Sa collègue du département de littérature et de communication vit la même situation. «Lundi, j’ai eu des cours en direct. Sur 29 étudiants, j’en avais quatre ou cinq qui avaient la caméra allumée. C’est quelque chose de faire face à ça. Il faut rester motivé parce qu’il faut motiver les étudiants. On ne veut pas qu’ils décrochent. C’est tout un défi.»

«C’est un des éléments qui peuvent rebuter plusieurs enseignants concernant les cours en direct. Je serais incapable mentalement de faire ça chaque semaine», ajoute celle qui enseigne à la fois en direct et par des vidéos enregistrées.

Des tâches alourdies

Les enseignants qui ont des cours en présentiel vivent aussi les contrecoups de la pandémie. «Au moment où on a fait la tâche au mois de juin, on n’a pas eu de ressources supplémentaires du ministère. L’annonce des ressources vient tout juste d’arriver. Les tâches ont été faites comme si on n’était pas dans une situation particulière. On a le même nombre d’étudiants par groupe, comme si on était en classe normalement. Ça pose des difficultés», explique une enseignante qui a aussi choisi l’anonymat.

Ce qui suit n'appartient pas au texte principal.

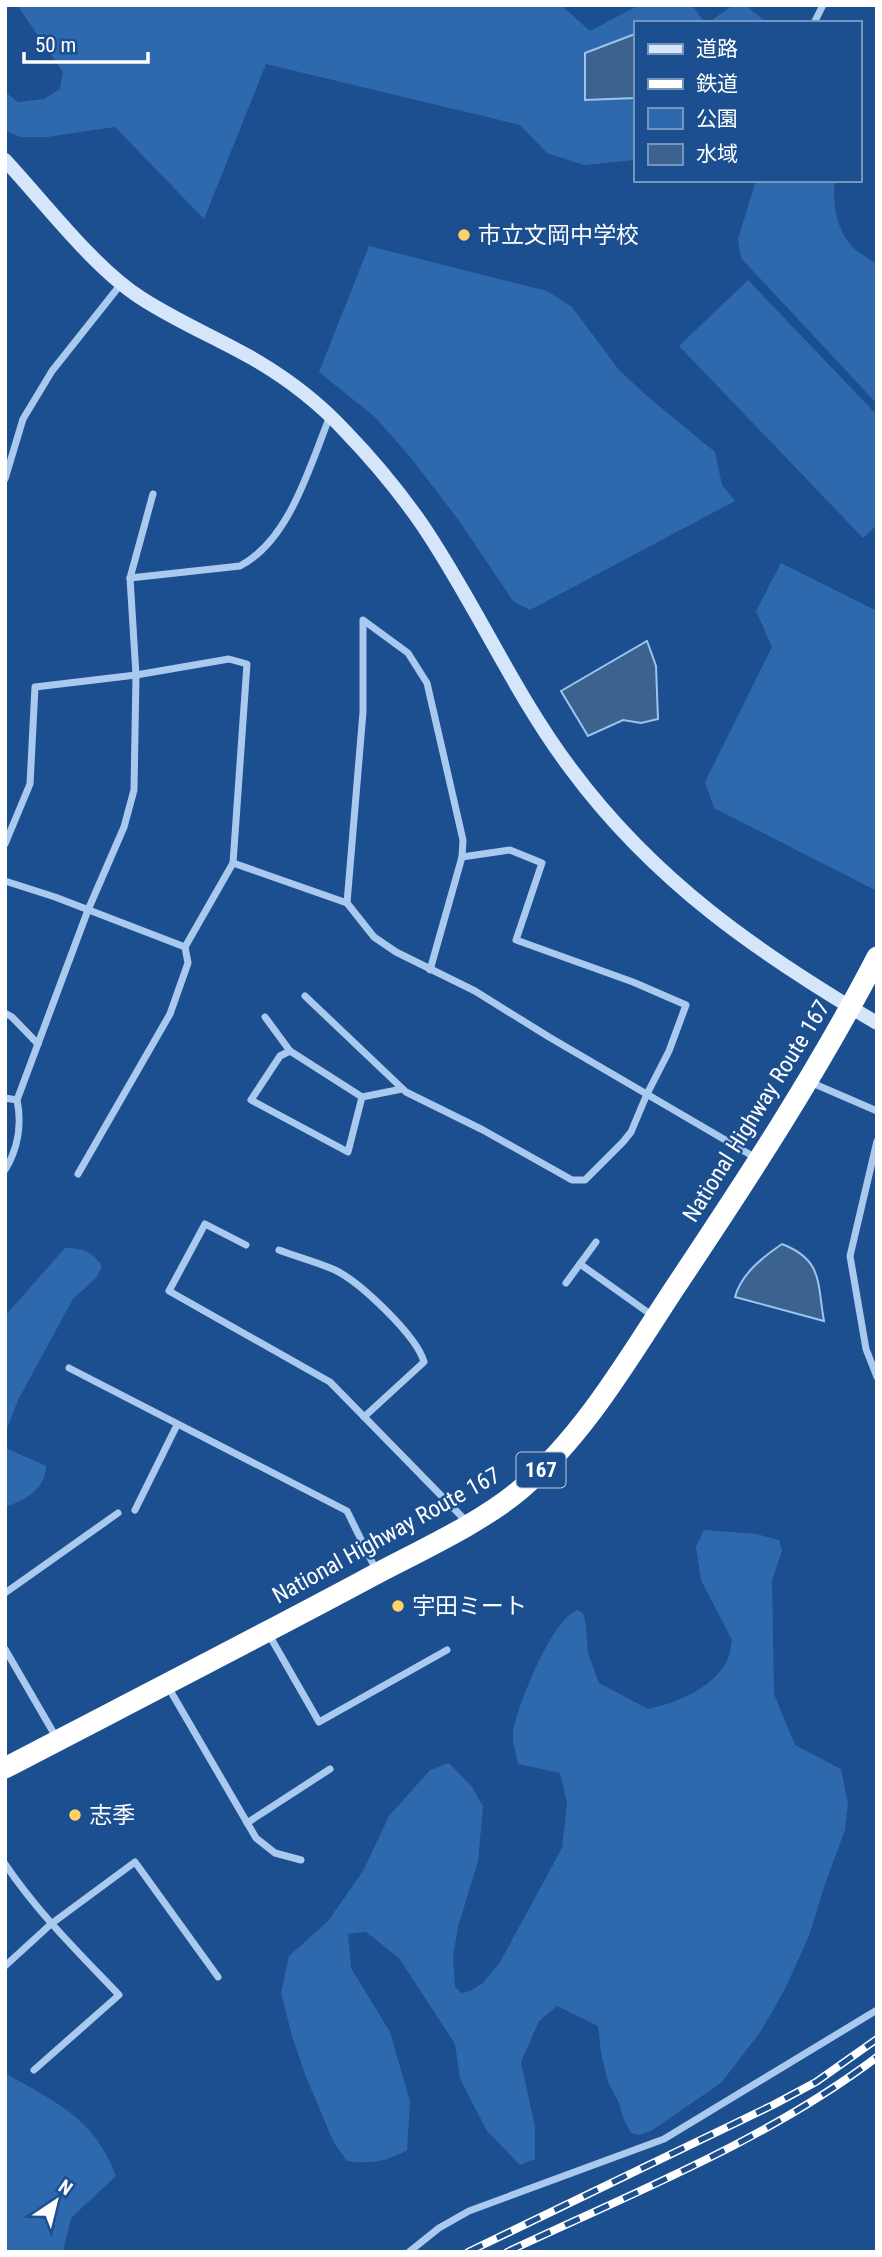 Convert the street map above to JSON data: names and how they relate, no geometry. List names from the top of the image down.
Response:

Puisqu’il y a un nombre maximal d’étudiants qui peuvent entrer dans un local, l’enseignante a séparé son groupe en deux. «Finalement, je travaille plus. Je répète aux deux groupes la même chose. Pour remplacer les heures que mes étudiants n’ont pas avec moi, je dois leur donner des travaux à faire à la maison. Je suis en mode hybride.»

Les travaux individuels priment. « La correction constante devient le contact avec l’étudiant. On annote beaucoup. D’habitude on circule dans la classe, on peut corriger ensemble. La charge de correction alourdit ma tâche.»

Santé mentale

La santé mentale est inévitablement fragilisée dans un contexte de surcharge de travail. «On est à la semaine six. Dès la semaine deux, je me sentais déjà comme la fin de session. Depuis ce temps, je me demande si je vais me chercher un billet médical parce que je suis à bout. Je roule sur des réserves», confie M. Boisvert.

«On s’attend à ce que des gens tombent au combat d’ici la fin de la session», ajoute-t-il.

Les enseignants espèrent que leur cri du cœur sera entendu. «On peut se plaindre de la situation, mais on est loin de ce que les gens en soins infirmiers peuvent vivre. Quand on se compare, on se console. En même temps, on veut montrer que ce n’est pas vrai que ça va si bien que ça. On ne veut pas non plus jouer à la victime, mais on a une réalité qui est peu connue malheureusement», conclut l’enseignant en sociologie.